E così la convivenza, per esempio, deve essere «comprovata da almeno quattro anni e 6 mesi»; «da almeno quattro anni e 10 mesi»; «da almeno quattro anni e 9 mesi»; «da almeno quattro anni e 8 mesi» e così via per 24 emendamenti.
AI GAY VIETATA LA LEGGE 40. E poi ci sono i forzisti Maurizio Gasparri e Lucio Malan che si spingono oltre la gag proponendo l'emendamento 5.0.6002 che recita: «È fatto divieto alle coppie composte da persone dello stesso sesso che costituiscono un'unione civile, di accedere alle tecniche di procreazione medicalmente assistita di cui alla legge 19 febbraio 2004, n. 40».
Impedendo dunque a cittadini italiani di usufruire di una legge dello Stato discriminandoli per il loro orientamento sessuale.
Ma Malan il meglio di sé lo ha dato in commissione Giustizia il 9 giugno 2015 (il pdf dell'intero documento)

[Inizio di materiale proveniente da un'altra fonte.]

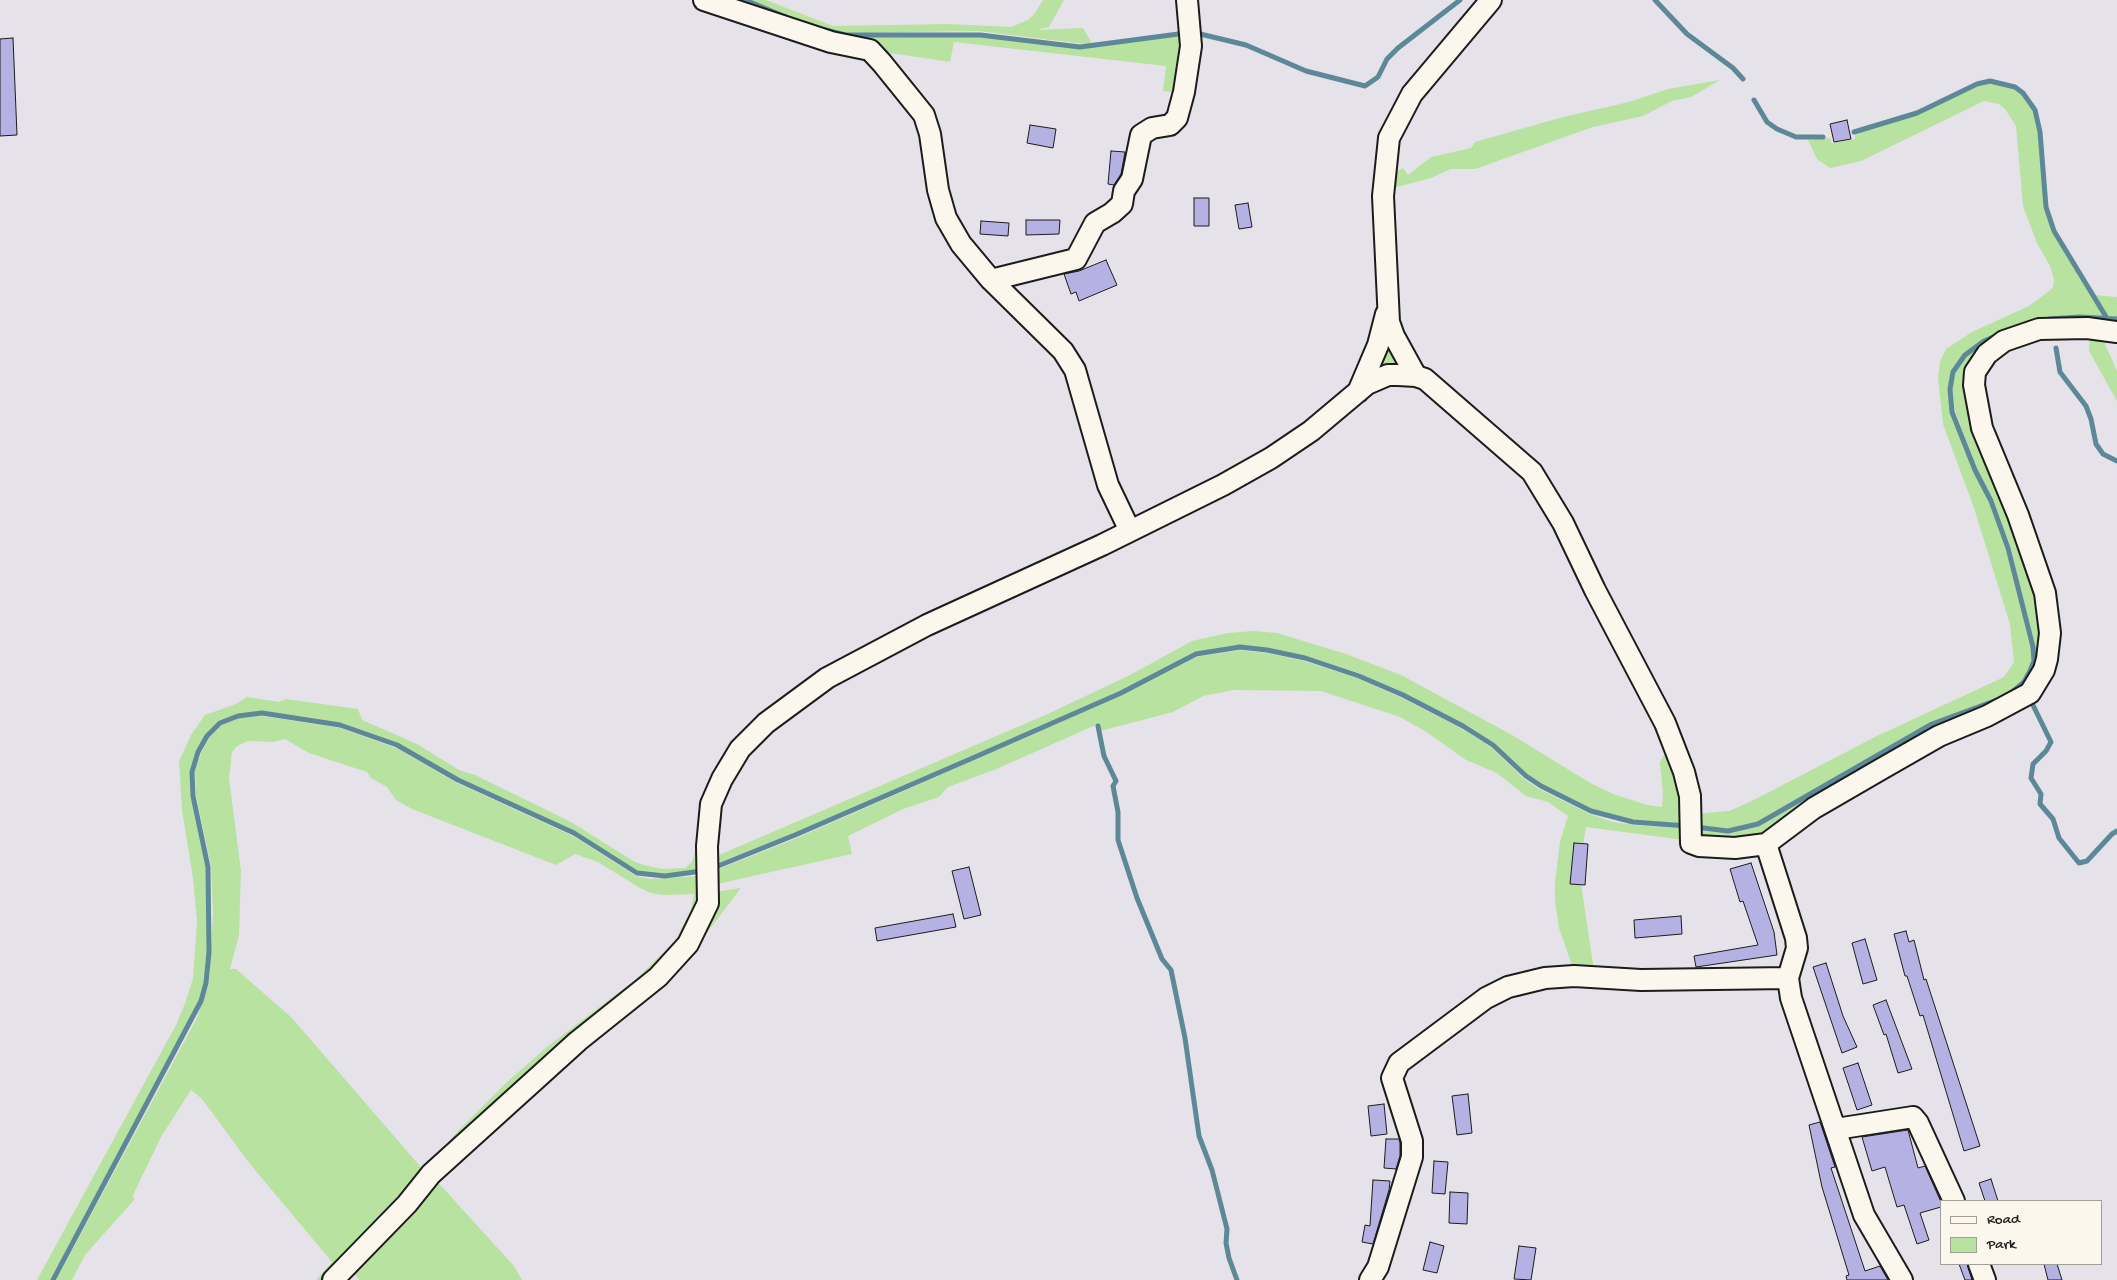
<!DOCTYPE html>
<html>
<head>
<meta charset="utf-8">
<style>
	body { margin:0 }
	#map { position:relative; width:2117px; height:1280px; overflow:hidden; background:#e6e2e9; font-family:"Gochi Hand",sans-serif }
	canvas { display:block }
	.legend { position:absolute; left:1940px; top:1200px; width:162px; height:65px; box-sizing:border-box; background:#fbf7ec; border:1px solid #a29f99; margin:0; padding:6px 9px; list-style:none; font-size:15px; color:#1c1c1c }
	.legend li { display:flex; align-items:center; gap:10px; height:25px }
	.legend b { width:25px; border:1px solid #a29f99 }
</style>
</head>
<body>
<div id="map">
<canvas width="2117" height="1280"></canvas>
<ul class="legend">
<li><b style="height:6px;background:#fbf7ec"></b>Road</li>
<li><b style="height:14px;background:#b8e29f"></b>Park</li>
</ul>
</div>
<script>
const ctx = document.querySelector('canvas').getContext('2d');
ctx.lineJoin = 'round';
function fillPath(path, color) { ctx.fillStyle = color; ctx.fill(path, 'evenodd'); }
const toPath = rows => new Path2D(rows.map(r => 'M' + r).join(''));
function stroke(path, color, width, dash) { ctx.strokeStyle = color; ctx.lineWidth = width; ctx.lineCap = dash ? 'butt' : 'round'; ctx.setLineDash(dash || []); ctx.stroke(path); }
fillPath(toPath([
	[717,0,739,0,846,37,980,37,1080,49,1188,34,1180,93,1163,91,1166,66,954,42,950,62,877,51],
	[750,0,766,0,833,26,949,24,1011,27,1028,20,1035,13,1043,0,1064,0,1049,27,1037,30,1083,28,1093,45,978,31,844,33,810,24],
	[1720,80,1691,97,1672,101,1643,116,1593,127,1475,169,1451,169,1431,178,1393,188,1394,175,1398,171,1403,168,1408,175,1431,157,1471,148,1475,142,1563,117,1629,102,1668,89],
	[1990,82,2014,88,2022,94,2034,111,2039,133,2045,208,2053,232,2105,318,2080,315,2048,318,2015,326,1984,340,1965,354,1952,371,1949,389,1951,412,1974,470,1990,502,2007,549,2031,648,2033,661,2029,671,2023,682,1998,699,1931,723,1757,823,1728,830,1696,826,1695,814,1729,811,1750,802,1875,737,2004,677,2014,662,2010,624,1974,508,1943,424,1938,378,1940,361,1946,349,1972,332,2029,306,2053,288,2054,280,2050,266,2037,243,2023,206,2016,126,2005,109,1999,104,1984,101,1861,161,1830,168,1817,159,1808,140,1830,138,1832,143,1855,139,1855,133,1917,114,1962,90],
	[2094,295,2117,297,2117,318,2108,318],
	[2080,319,2117,322,2117,329,2060,324,2038,326,2020,331,2003,338,1993,345,1977,361,1972,372,1970,385,1979,428,2015,517,2041,594,2047,633,2044,658,2036,679,2028,691,1986,713,1938,733,1881,765,1813,805,1784,824,1764,842,1721,845,1695,840,1696,830,1728,833,1758,827,1933,726,1999,702,2025,684,2037,662,2011,548,1993,500,1977,469,1955,411,1952,389,1955,373,1967,356,1985,343,2016,329,2048,322],
	[1386,330,1407,369,1375,374],
	[2090,334,2107,335,2105,344,2117,371,2117,401,2089,351],
	[1254,631,1277,633,1346,654,1401,675,1512,735,1592,784,1613,794,1647,805,1662,807,1663,794,1660,763,1663,756,1673,750,1688,824,1634,820,1592,809,1542,784,1527,775,1494,743,1464,724,1404,693,1359,673,1305,656,1268,648,1240,645,1195,652,1120,691,795,833,715,864,712,858,1050,713,1130,675,1192,641,1228,633],
	[1240,650,1267,653,1304,661,1357,678,1402,698,1461,728,1491,747,1524,779,1539,789,1590,814,1613,822,1633,825,1682,828,1684,840,1586,827,1579,870,1594,971,1574,971,1559,928,1555,901,1555,882,1560,842,1568,816,1548,802,1526,796,1497,773,1466,760,1425,731,1400,717,1321,691,1233,690,1203,696,1173,712,1100,731,1098,724,994,770,948,787,939,797,903,809,848,836,852,854,717,884,714,871,797,838,1122,695,1196,657],
	[247,697,279,702,286,699,358,709,362,720,417,744,459,770,475,775,571,822,635,862,644,865,662,869,685,868,692,862,700,834,699,870,665,874,638,872,575,832,459,778,398,744,341,723,262,711,238,714,219,721,205,735,196,752,191,771,191,796,206,867,207,952,204,983,199,1001,50,1280,37,1280,176,1025,186,1001,193,978,197,921,193,878,182,810,179,761,191,735,205,715,236,704],
	[262,716,340,728,396,748,457,783,573,836,636,876,650,879,699,876,701,892,685,940,325,1280,316,1280,332,1262,250,1164,202,1099,191,1090,161,1137,133,1195,134,1200,85,1255,72,1280,56,1280,197,1018,209,984,213,914,211,866,196,795,195,772,201,753,209,738,222,725,239,718],
	[285,739,309,753,367,772,371,778,387,787,396,800,412,809,556,865,575,854,598,862,640,888,651,893,664,895,694,894,691,910,675,941,635,980,547,1047,507,1082,454,1135,425,1172,292,1018,236,969,230,969,239,935,241,871,229,778,232,752,237,746,248,741,273,742],
	[741,888,725,909,698,944,714,892],
	[434,1178,514,1266,522,1280,360,1280,352,1272]
]), '#b8e29f');
stroke(toPath([
	[745,0,786,17],
	[1655,0,1687,34,1733,68,1743,79],
	[825,30,846,35,980,35,1080,47,1186,33],
	[1196,33,1246,45,1306,71,1365,86,1378,77,1387,59,1398,48,1460,0],
	[1754,100,1767,122,1777,129,1796,137,1823,137],
	[1854,132,1917,113,1977,84,1990,81,2015,87,2023,93,2035,110,2040,132,2046,207,2054,231,2108,320],
	[2049,319,2080,317,2117,319],
	[1998,335,1984,341,1965,355,1953,372,1950,389,1952,412,1975,470,1991,501,2008,548,2033,647,2034,661,2030,671,2024,682,2011,693],
	[2056,348,2060,372,2086,406,2091,419,2096,444,2103,454,2117,461],
	[2030,699,2051,742,2046,751,2033,764,2031,778,2041,794,2040,804,2053,819,2059,838,2079,863,2087,861,2112,834,2117,831],
	[1098,726,1104,756,1116,781,1113,786,1118,812,1118,840,1137,898,1162,959,1171,970,1185,1038,1199,1136,1212,1170,1227,1229,1226,1243,1229,1258,1237,1280],
	[1695,827,1728,831,1758,824,1932,724,1997,700],
	[713,868,795,835,975,757,1121,693,1196,654,1240,647,1267,650,1305,658,1359,676,1403,695,1463,726,1493,745,1526,776,1541,786,1591,811,1633,822,1687,826],
	[53,1280,201,1001,206,983,209,952,208,867,193,796,192,772,198,752,207,736,220,723,238,716,262,713,340,725,397,745,458,780,574,833,637,873,665,876,702,871]
]), '#5d8898', 5);
const building = toPath([
	[13,38,17,135,0,136,0,39,13,38],
	[1847,120,1851,139,1834,142,1830,124,1847,120],
	[1030,125,1056,129,1053,148,1027,143,1030,125],
	[1111,151,1125,152,1121,174,1114,185,1108,184,1111,151],
	[1194,198,1209,198,1209,226,1194,226,1194,198],
	[1248,203,1252,227,1239,229,1235,205,1248,203],
	[1026,220,1060,220,1059,234,1026,235,1026,220],
	[981,221,1009,223,1008,236,980,234,981,221],
	[1106,260,1117,285,1079,301,1076,292,1071,294,1064,274,1079,271,1106,260],
	[1574,843,1588,844,1585,885,1570,884,1574,843],
	[1751,863,1774,932,1777,955,1696,967,1694,956,1758,945,1743,901,1740,902,1730,869,1751,863],
	[969,867,981,915,964,919,952,871,969,867],
	[953,914,956,927,877,941,875,928,953,914],
	[1681,916,1682,934,1635,938,1634,920,1681,916],
	[1906,931,1909,942,1914,940,1924,980,1926,979,1980,1146,1964,1151,1923,1015,1920,1016,1907,976,1905,976,1894,934,1906,931],
	[1865,939,1877,980,1863,984,1852,943,1865,939],
	[1826,963,1843,1016,1857,1047,1842,1053,1813,967,1826,963],
	[1886,1000,1912,1069,1898,1073,1886,1034,1884,1035,1873,1005,1886,1000],
	[1858,1063,1872,1105,1857,1110,1843,1068,1858,1063],
	[1468,1094,1472,1133,1457,1135,1452,1096,1468,1094],
	[1384,1104,1387,1134,1371,1136,1368,1106,1384,1104],
	[1820,1122,1835,1167,1831,1168,1865,1271,1880,1266,1888,1280,1847,1280,1846,1276,1849,1275,1822,1187,1809,1125,1820,1122],
	[1908,1130,1918,1168,1925,1166,1941,1202,1941,1207,1920,1213,1929,1240,1917,1244,1904,1205,1897,1207,1885,1167,1872,1171,1862,1137,1908,1130],
	[1386,1139,1399,1139,1400,1143,1400,1156,1396,1169,1384,1168,1386,1139],
	[1434,1161,1448,1162,1445,1194,1432,1193,1434,1161],
	[1991,1179,1998,1201,1985,1201,1979,1183,1991,1179],
	[1373,1180,1390,1181,1389,1190,1373,1244,1362,1242,1365,1225,1370,1226,1373,1180],
	[1450,1192,1468,1193,1467,1224,1449,1223,1450,1192],
	[1430,1242,1444,1246,1437,1273,1423,1270,1430,1242],
	[1519,1246,1536,1248,1531,1280,1514,1279,1519,1246],
	[1959,1264,1967,1264,1972,1280,1965,1280,1959,1264],
	[2044,1264,2057,1264,2062,1280,2048,1280,2044,1264]
]);
fillPath(building, '#b5b1e3');
stroke(building, '#1c1c1c', 1);
const street = toPath([
	[704,0,831,42,870,50,882,63,924,115,930,134,938,190,946,218,961,244,991,280,1063,351,1075,370,1108,485,1130,531],
	[991,280,1076,259,1095,223,1112,213,1122,204,1124,191,1132,179,1141,135,1152,128,1170,125,1177,118,1184,92,1191,46,1187,0],
	[1416,376,1394,336,1389,322,1383,196,1389,138,1412,94,1491,0],
	[1358,392,1378,345,1386,314],
	[1766,844,1796,938,1797,948,1788,978,1791,998,1864,1215,1902,1280],
	[1836,1129,1913,1117,1918,1123,1954,1201],
	[1979,1264,1985,1280],
	[333,1280,407,1204,431,1174,578,1041,658,977,688,944,708,903,707,846,711,804,722,779,740,749,766,723,827,678,927,625,1102,545,1223,485,1271,458,1311,431,1367,384,1388,375,1398,375,1416,376,1425,379,1532,472,1563,523,1595,590,1665,723,1684,772,1690,796,1691,843,1699,846,1735,848,1766,844,1814,808,1883,768,1939,736,1987,716,2030,693,2044,670,2047,659,2050,633,2045,593,2018,515,1982,428,1974,385,1975,372,1987,354,2004,341,2039,329,2087,328,2117,332],
	[1370,1280,1378,1267,1412,1157,1412,1141,1392,1078,1399,1063,1486,998,1508,987,1545,978,1574,976,1641,980,1788,978]
]);
stroke(street, '#1c1c1c', 24);
stroke(street, '#fbf7ec', 20);
</script>
</body>
</html>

LIBICO AL POSTO DI ITALIANO. All'articolo: «Presso gli uffici dello Stato civile di ogni comune italiano è istituito un registro delle unioni civili tra persone dello stesso sesso», aveva proposto di cambiare la parola «italiano» con «libico» (1.1009), la frase «è istituito un registro delle unioni civili tra persone dello stesso» con «si fa», ottenendo così «Presso gli uffici dello Stato civile di ogni comune italiano si fa sesso» (1.1112).
E ancora sostituire la parola «istituito» con «vietato» (1.1115) e inserire dopo «istituito» «a finalità statistiche».
TRA MOGLIE E MARITO... Mentre Carlo Giovanardi e Mario Mauro sempre nella stessa sede rilanciavano: «Ai fini dell'applicazione dell'articolo 143 codice civile, le persone dello stesso sesso decidono chi delle due assumerà il ruolo di ''marito'' e chi il ruolo di ''moglie''» (3.829; 3.8230).
Non c'è che dire, ai senatori sicuramente non manca il senso dell'umorismo.
Peccato solo che i diritti civili (negati) non siano una barzelletta.